• [Work to complete]
In the data below, the answer is the run of lines from the line containing "position:relative; width:745px; height:917px;" through the line containing "filter:drop-shadow(0 0 1px", both included; print it exactly and nothing else.

Records for this exercise: Begin

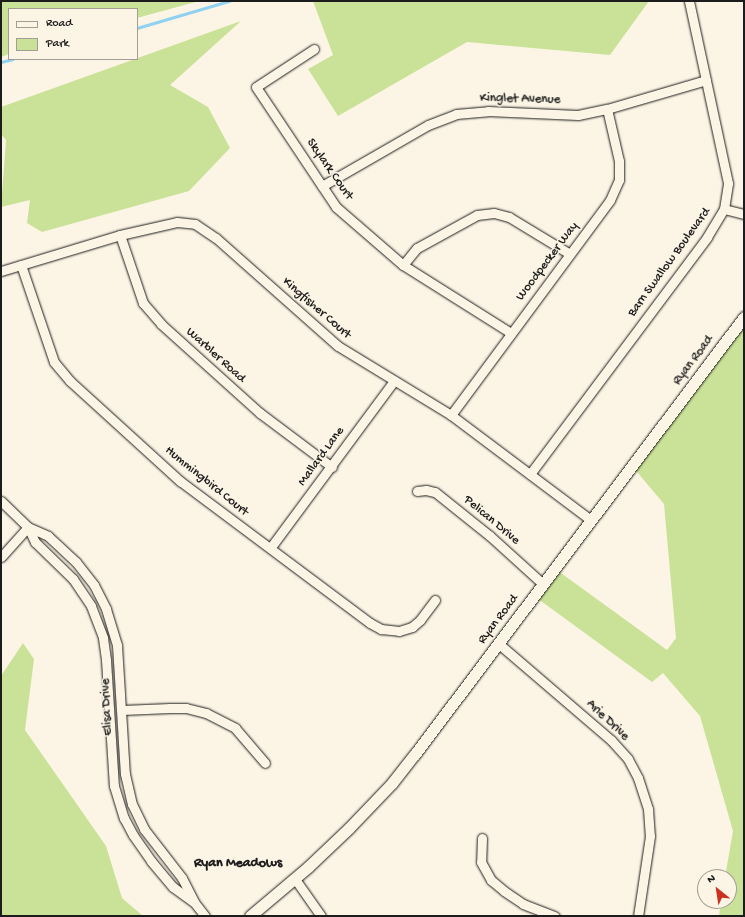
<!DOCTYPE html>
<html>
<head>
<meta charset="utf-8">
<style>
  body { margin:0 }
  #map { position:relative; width:745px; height:917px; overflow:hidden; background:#fcf5e5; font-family:"Gochi Hand",sans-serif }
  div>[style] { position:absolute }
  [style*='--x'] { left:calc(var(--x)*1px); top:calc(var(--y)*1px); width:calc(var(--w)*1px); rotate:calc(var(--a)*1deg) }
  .green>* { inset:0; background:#cae298 }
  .stream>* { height:2.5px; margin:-1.25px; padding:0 1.25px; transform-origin:1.25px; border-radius:1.25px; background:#90d1f1 }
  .roads { filter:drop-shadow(0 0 1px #1c1c1c) drop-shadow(0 0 1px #1c1c1c) }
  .minor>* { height:9px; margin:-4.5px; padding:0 4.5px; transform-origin:4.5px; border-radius:4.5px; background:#fcf5e5 }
  .tertiary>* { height:11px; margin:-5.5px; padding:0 5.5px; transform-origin:5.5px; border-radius:5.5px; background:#fcf5e5 }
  span { translate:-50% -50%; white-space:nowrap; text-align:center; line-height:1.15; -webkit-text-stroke:3px #fcf5e5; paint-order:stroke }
  .street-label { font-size:13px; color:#1c1c1c }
  .neighbourhood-label { font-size:14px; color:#1c1c1c; font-weight:700 }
  .frame { position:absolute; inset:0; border:2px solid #1c1c1c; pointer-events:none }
  .legend { position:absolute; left:8px; top:8px; width:130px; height:52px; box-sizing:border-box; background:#fcf5e5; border:1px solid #a29e95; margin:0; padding:5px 7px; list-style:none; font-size:12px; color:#1c1c1c }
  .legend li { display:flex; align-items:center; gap:8px; height:20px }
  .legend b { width:20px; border:1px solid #a29e95 }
  .north { position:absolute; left:697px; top:869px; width:40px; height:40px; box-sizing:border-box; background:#fcf5e5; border:1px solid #a29e95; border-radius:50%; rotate:330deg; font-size:11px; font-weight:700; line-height:16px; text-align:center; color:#1c1c1c }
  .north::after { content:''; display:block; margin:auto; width:14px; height:18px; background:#c8321e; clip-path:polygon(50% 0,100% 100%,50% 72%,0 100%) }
</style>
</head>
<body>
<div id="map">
  <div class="green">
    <i style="clip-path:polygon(1px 1px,199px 1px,137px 18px,137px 9px,9px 9px,9px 54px,1px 57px)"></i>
    <i style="clip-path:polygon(313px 1px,649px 1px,610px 55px,467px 42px,338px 116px,308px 69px,333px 55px)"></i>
    <i style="clip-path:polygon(241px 21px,170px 85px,208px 107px,230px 148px,189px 191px,42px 232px,27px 223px,30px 200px,1px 207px,6px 140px,1px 134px,1px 107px)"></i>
    <i style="clip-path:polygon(744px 317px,744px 916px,719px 916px,721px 901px,729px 901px,729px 877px,725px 877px,733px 831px,700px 716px,663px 673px,652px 682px,534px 596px,554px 568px,667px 650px,676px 638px,664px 504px,632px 466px)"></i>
    <i style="clip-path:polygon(23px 643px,34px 659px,25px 730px,106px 846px,122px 898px,143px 916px,1px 916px,1px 676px)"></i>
  </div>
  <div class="stream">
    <i style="--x:137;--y:28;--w:96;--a:-16.4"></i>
    <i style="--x:1;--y:62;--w:12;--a:-14"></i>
  </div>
  <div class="roads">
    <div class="minor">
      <i style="--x:314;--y:49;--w:69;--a:146.8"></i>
      <i style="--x:256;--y:87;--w:144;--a:56.3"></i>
      <i style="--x:336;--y:207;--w:89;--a:40.9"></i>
      <i style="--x:403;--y:265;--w:128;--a:32.2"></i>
      <i style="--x:322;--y:186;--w:122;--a:-29.9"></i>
      <i style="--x:428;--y:125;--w:30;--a:-21"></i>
      <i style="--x:456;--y:114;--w:32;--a:-5"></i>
      <i style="--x:488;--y:111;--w:90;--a:2.5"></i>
      <i style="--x:578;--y:115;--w:30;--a:-12"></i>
      <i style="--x:607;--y:109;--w:103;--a:-16.3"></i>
      <i style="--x:724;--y:209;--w:21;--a:14"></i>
      <i style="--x:120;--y:235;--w:72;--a:71.3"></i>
      <i style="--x:143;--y:303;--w:28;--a:49"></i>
      <i style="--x:161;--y:324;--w:133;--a:42"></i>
      <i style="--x:260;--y:413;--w:90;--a:36.9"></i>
      <i style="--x:21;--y:265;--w:102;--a:71.2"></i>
      <i style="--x:54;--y:362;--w:25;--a:50"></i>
      <i style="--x:70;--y:381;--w:149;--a:42.3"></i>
      <i style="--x:180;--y:481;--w:237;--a:36.8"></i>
      <i style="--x:370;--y:623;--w:13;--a:29"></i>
      <i style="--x:381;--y:629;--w:18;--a:6"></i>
      <i style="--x:399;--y:631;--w:14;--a:-17"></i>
      <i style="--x:412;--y:627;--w:11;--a:-41"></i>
      <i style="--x:420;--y:620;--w:25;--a:-53"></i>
      <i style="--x:403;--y:265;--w:22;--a:-51"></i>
      <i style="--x:417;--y:248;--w:68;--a:-28.8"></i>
      <i style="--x:477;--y:215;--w:17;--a:-7"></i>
      <i style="--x:494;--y:213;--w:16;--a:15"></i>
      <i style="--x:509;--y:217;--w:71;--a:31.2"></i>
      <i style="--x:1;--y:271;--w:124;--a:-16.8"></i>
      <i style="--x:120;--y:235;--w:58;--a:-12.8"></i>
      <i style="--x:177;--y:222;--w:18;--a:6"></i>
      <i style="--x:195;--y:224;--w:25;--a:34"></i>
      <i style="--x:216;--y:238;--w:163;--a:41.5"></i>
      <i style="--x:338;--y:346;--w:132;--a:31.4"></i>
      <i style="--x:451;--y:415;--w:175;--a:36.9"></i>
      <i style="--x:451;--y:415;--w:267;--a:-53.5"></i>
      <i style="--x:610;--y:200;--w:22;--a:-66"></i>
      <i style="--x:619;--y:180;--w:19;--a:-90"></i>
      <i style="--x:619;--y:161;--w:53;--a:-103"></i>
      <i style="--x:530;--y:474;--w:296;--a:-53.2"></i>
      <i style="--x:707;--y:237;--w:33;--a:-59"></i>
      <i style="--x:724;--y:209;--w:26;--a:-81"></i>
      <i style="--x:728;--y:183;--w:186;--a:-102.1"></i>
      <i style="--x:417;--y:491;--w:9;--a:-6"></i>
      <i style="--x:426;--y:490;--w:9;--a:13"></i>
      <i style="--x:435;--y:492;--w:70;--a:38.7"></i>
      <i style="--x:490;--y:536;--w:72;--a:42.2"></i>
      <i style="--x:1;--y:501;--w:37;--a:44"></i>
      <i style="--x:28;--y:527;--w:17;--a:65"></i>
      <i style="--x:35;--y:542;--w:53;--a:44.2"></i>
      <i style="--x:73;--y:579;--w:32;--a:56"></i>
      <i style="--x:91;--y:606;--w:34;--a:69"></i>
      <i style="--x:103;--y:638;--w:22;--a:82"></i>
      <i style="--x:106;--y:660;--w:126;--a:86.4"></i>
      <i style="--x:114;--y:786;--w:34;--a:73"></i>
      <i style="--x:124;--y:818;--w:19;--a:62"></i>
      <i style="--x:133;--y:835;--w:32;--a:55"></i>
      <i style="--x:151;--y:861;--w:34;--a:50"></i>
      <i style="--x:173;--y:887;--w:26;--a:36"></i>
      <i style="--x:28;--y:527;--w:22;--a:24"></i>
      <i style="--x:48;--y:536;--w:38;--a:43"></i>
      <i style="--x:76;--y:562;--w:29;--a:52"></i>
      <i style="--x:94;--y:585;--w:27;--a:63"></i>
      <i style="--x:106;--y:609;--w:38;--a:73"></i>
      <i style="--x:117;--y:645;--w:129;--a:86.5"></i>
      <i style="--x:125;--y:774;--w:31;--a:77"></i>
      <i style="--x:132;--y:804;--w:28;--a:64"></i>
      <i style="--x:144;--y:829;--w:62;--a:52.2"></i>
      <i style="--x:182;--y:878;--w:27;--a:63"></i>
      <i style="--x:194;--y:902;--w:18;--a:52"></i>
      <i style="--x:271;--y:547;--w:207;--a:-53.5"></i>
      <i style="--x:1;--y:557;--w:40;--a:-48"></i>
      <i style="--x:499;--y:644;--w:148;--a:40.6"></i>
      <i style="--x:611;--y:740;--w:25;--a:48"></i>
      <i style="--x:628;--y:759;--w:21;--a:62"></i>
      <i style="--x:638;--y:778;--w:33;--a:72"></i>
      <i style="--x:648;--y:809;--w:27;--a:86"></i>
      <i style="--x:650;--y:836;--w:81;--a:98.5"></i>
      <i style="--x:122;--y:710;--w:48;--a:-2.4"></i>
      <i style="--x:170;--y:708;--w:16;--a:0"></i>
      <i style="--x:186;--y:708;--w:21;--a:14"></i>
      <i style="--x:206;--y:713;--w:33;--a:27"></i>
      <i style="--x:235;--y:728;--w:46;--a:49.4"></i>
      <i style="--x:482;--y:838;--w:24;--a:92"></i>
      <i style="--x:481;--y:862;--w:21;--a:61"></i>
      <i style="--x:491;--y:880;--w:17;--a:40"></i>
      <i style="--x:504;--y:891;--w:23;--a:34"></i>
      <i style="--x:523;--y:904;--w:34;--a:21"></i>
      <i style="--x:295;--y:879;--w:45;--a:54.9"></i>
    </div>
    <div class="tertiary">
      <i style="--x:250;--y:916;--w:76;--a:-40.2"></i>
      <i style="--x:308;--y:867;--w:57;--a:-43.6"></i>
      <i style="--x:349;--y:828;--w:62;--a:-46.3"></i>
      <i style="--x:392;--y:783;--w:37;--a:-52"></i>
      <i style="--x:415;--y:754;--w:547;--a:-53.03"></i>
    </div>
  </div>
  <div class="street-label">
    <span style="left:520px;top:100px;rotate:1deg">Kinglet Avenue</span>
    <span style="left:329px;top:170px;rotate:55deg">Skylark Court</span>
    <span style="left:548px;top:262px;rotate:-53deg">Woodpecker Way</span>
    <span style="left:670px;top:263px;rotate:-54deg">Barn Swallow Boulevard</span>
    <span style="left:316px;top:309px;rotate:41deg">Kingfisher Court</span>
    <span style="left:215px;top:356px;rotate:42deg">Warbler Road</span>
    <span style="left:694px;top:361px;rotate:-53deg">Ryan Road</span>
    <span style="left:322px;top:457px;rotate:-54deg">Mallard Lane</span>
    <span style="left:206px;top:482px;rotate:39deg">Hummingbird Court</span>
    <span style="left:491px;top:521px;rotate:40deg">Pelican Drive</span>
    <span style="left:499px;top:620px;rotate:-53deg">Ryan Road</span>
    <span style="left:108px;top:707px;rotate:-93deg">Elisa Drive</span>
    <span style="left:607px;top:721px;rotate:43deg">Arie Drive</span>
  </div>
  <div class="neighbourhood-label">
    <span style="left:238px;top:864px">Ryan Meadows</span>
  </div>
  <div class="frame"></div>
  <ul class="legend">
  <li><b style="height:5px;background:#fcf5e5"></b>Road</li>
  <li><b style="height:11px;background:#cae298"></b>Park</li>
  </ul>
  <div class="north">N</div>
</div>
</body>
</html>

Records for this exercise: End

• [Finished task]
  #map { position:relative; width:745px; height:917px; overflow:hidden; background:#fcf5e5; font-family:"Gochi Hand",sans-serif }
  div>[style] { position:absolute }
  [style*='--x'] { left:calc(var(--x)*1px); top:calc(var(--y)*1px); width:calc(var(--w)*1px); rotate:calc(var(--a)*1deg) }
  .green>* { inset:0; background:#cae298 }
  .stream>* { height:2.5px; margin:-1.25px; padding:0 1.25px; transform-origin:1.25px; border-radius:1.25px; background:#90d1f1 }
  .roads { filter:drop-shadow(0 0 1px #1c1c1c) drop-shadow(0 0 1px #1c1c1c) }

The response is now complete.